Cyanea grimesiana is a rare species of flowering plant in the bellflower family known by the common name splitleaf cyanea. It is native to Oahu and Molokai, where it is known from 12 occurrences. It is a federally listed endangered species. Like other Cyanea it is known as haha in Hawaiian.

== Species classification ==
This is generally considered a species complex made up of at least three subtaxa. One, var. cylindrocalyx (sometimes treated as a separate species called C. cylindrocalyx), is thought to be extinct. The other two are divided into twelve occurrences on two islands, for a total of fewer than 50 plants.

== Location ==
The ssp. grimesiana was formerly found on Oahu and Molokai, but has not been observed on Molokai since 1991, while ssp. obatae is limited to the Waianae Mountains of Oahu.
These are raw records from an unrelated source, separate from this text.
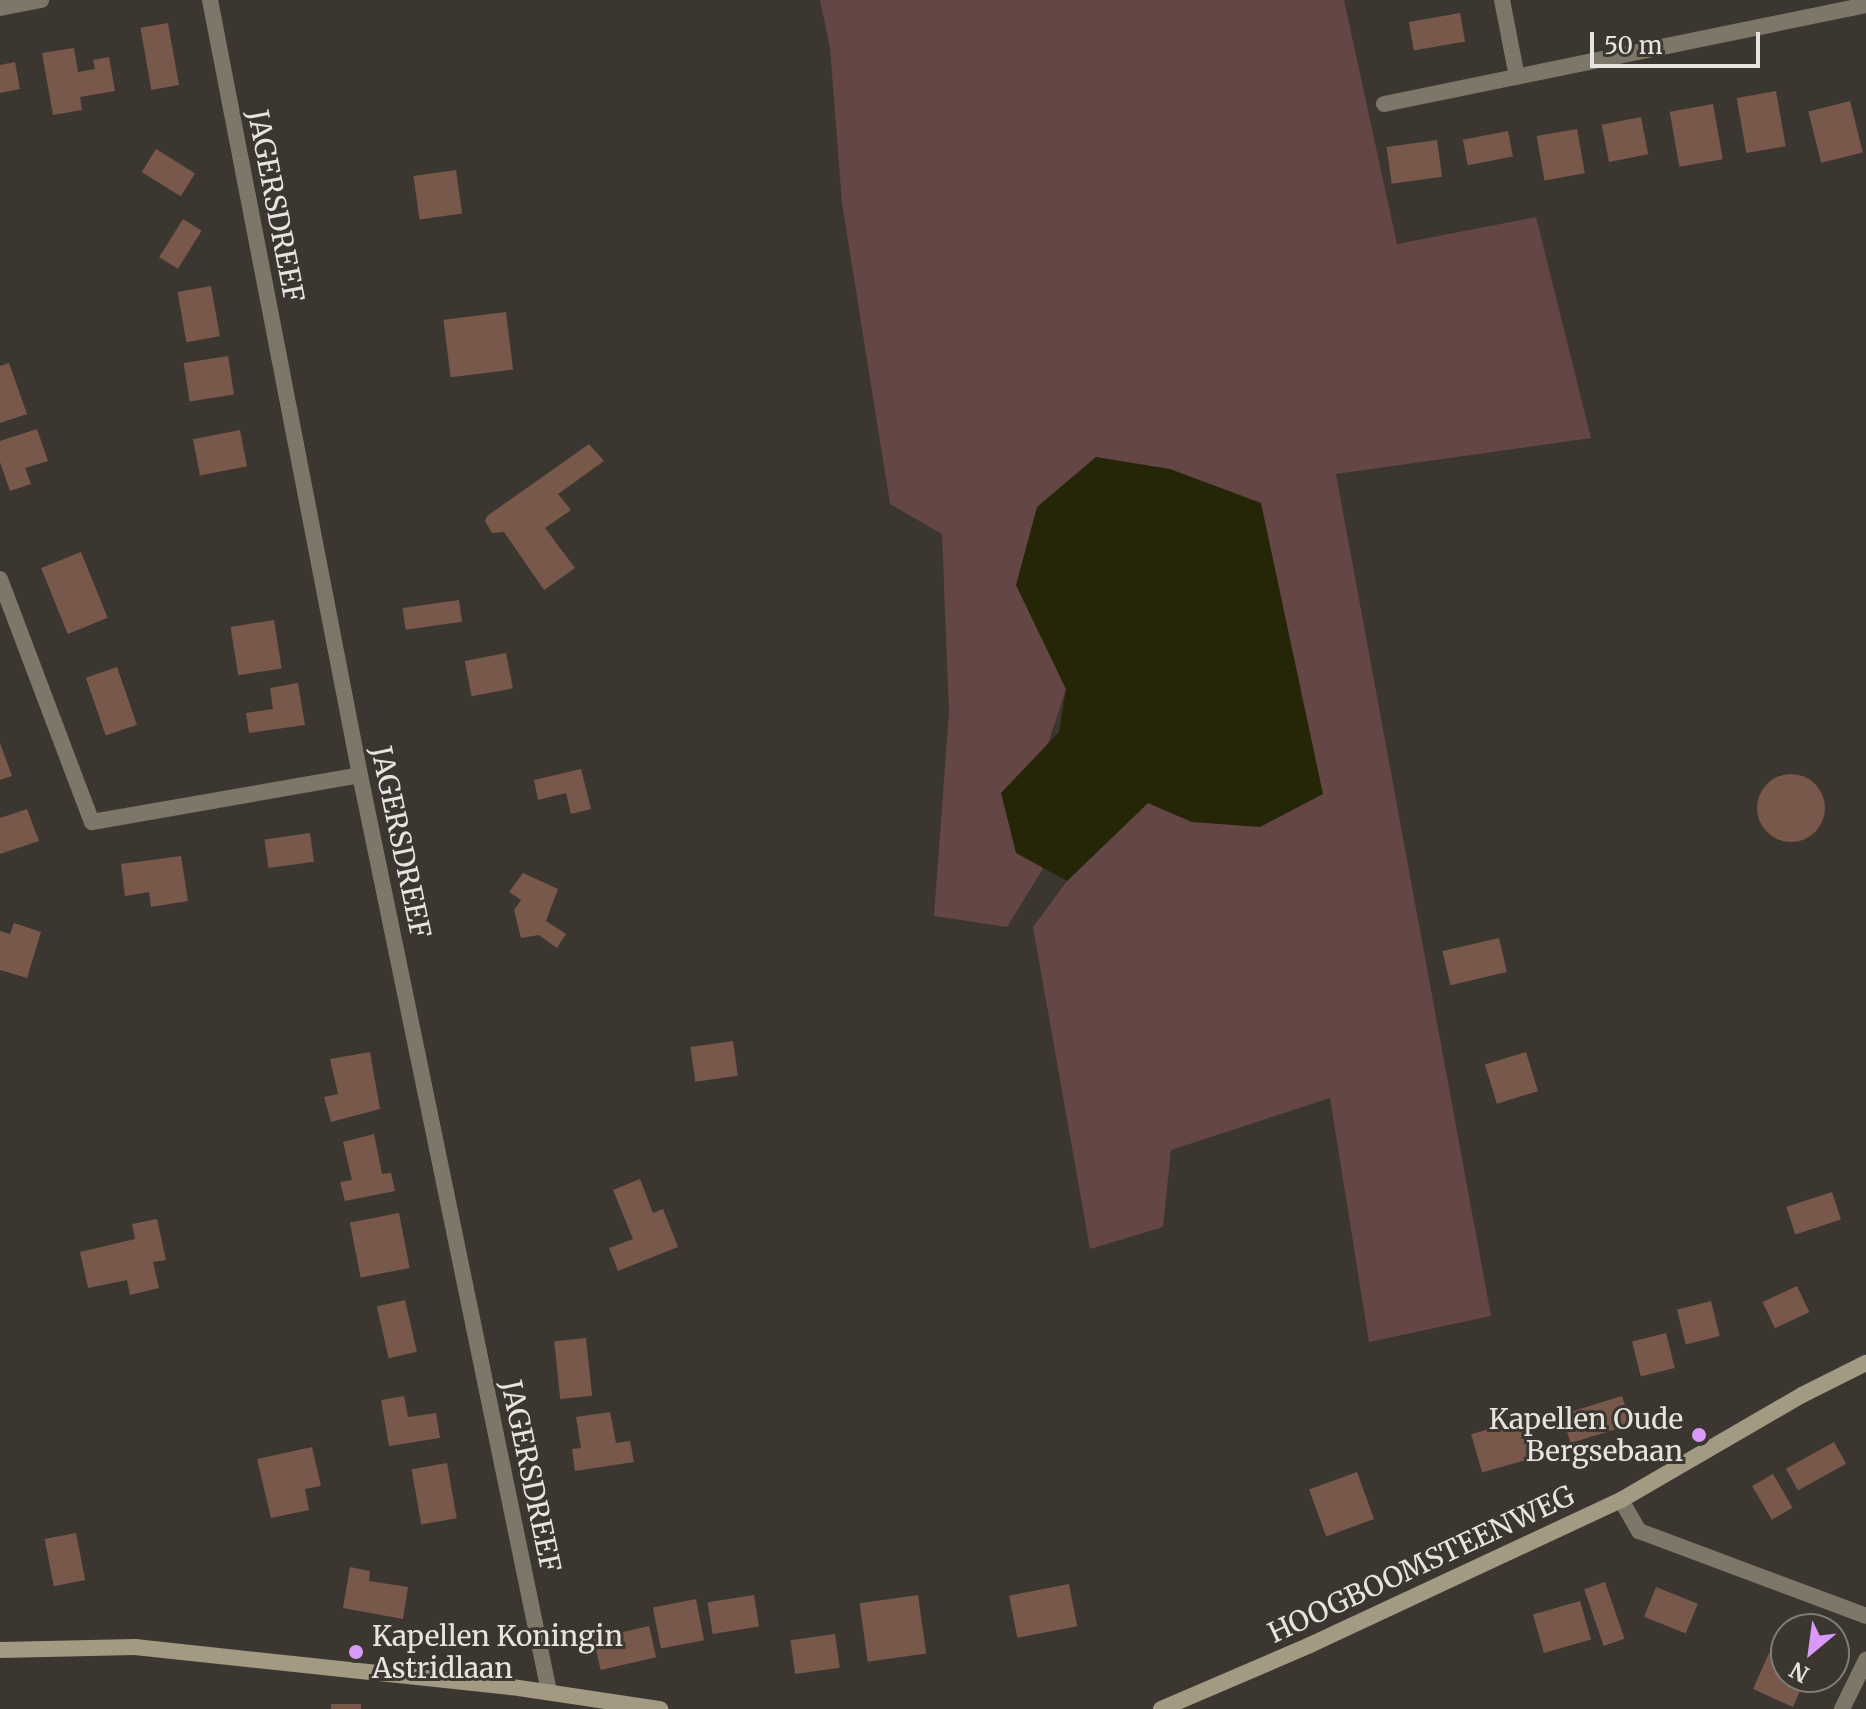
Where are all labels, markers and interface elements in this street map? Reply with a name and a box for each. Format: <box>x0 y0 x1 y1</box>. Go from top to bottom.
scale bar <box>1594 16 1764 66</box>
text: 50 m <box>1604 30 1663 61</box>
street label: JAGERSDREEF <box>241 107 311 305</box>
street label: JAGERSDREEF <box>364 743 438 941</box>
street label: JAGERSDREEF <box>494 1377 568 1575</box>
place label: Kapellen Oude Bergsebaan <box>1489 1402 1683 1468</box>
marker: Kapellen Oude Bergsebaan <box>1690 1426 1708 1444</box>
street label: HOOGBOOMSTEENWEG <box>1263 1478 1579 1650</box>
north arrow <box>1770 1613 1850 1693</box>
place label: Kapellen Koningin Astridlaan <box>372 1619 623 1685</box>
marker: Kapellen Koningin Astridlaan <box>347 1643 365 1661</box>
text: N <box>1785 1656 1814 1689</box>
The latter subspecies may only be composed of five individual plants today, and all are located on private, unprotected land.

== Characteristics ==
This Hawaiian lobelioid is a shrub which can exceed 3 m in height. The stem and herbage are prickly. The tubular flowers are up to 8 cm long and may be purple, green, or yellow with reddish stripes. The fruit is an orange berry.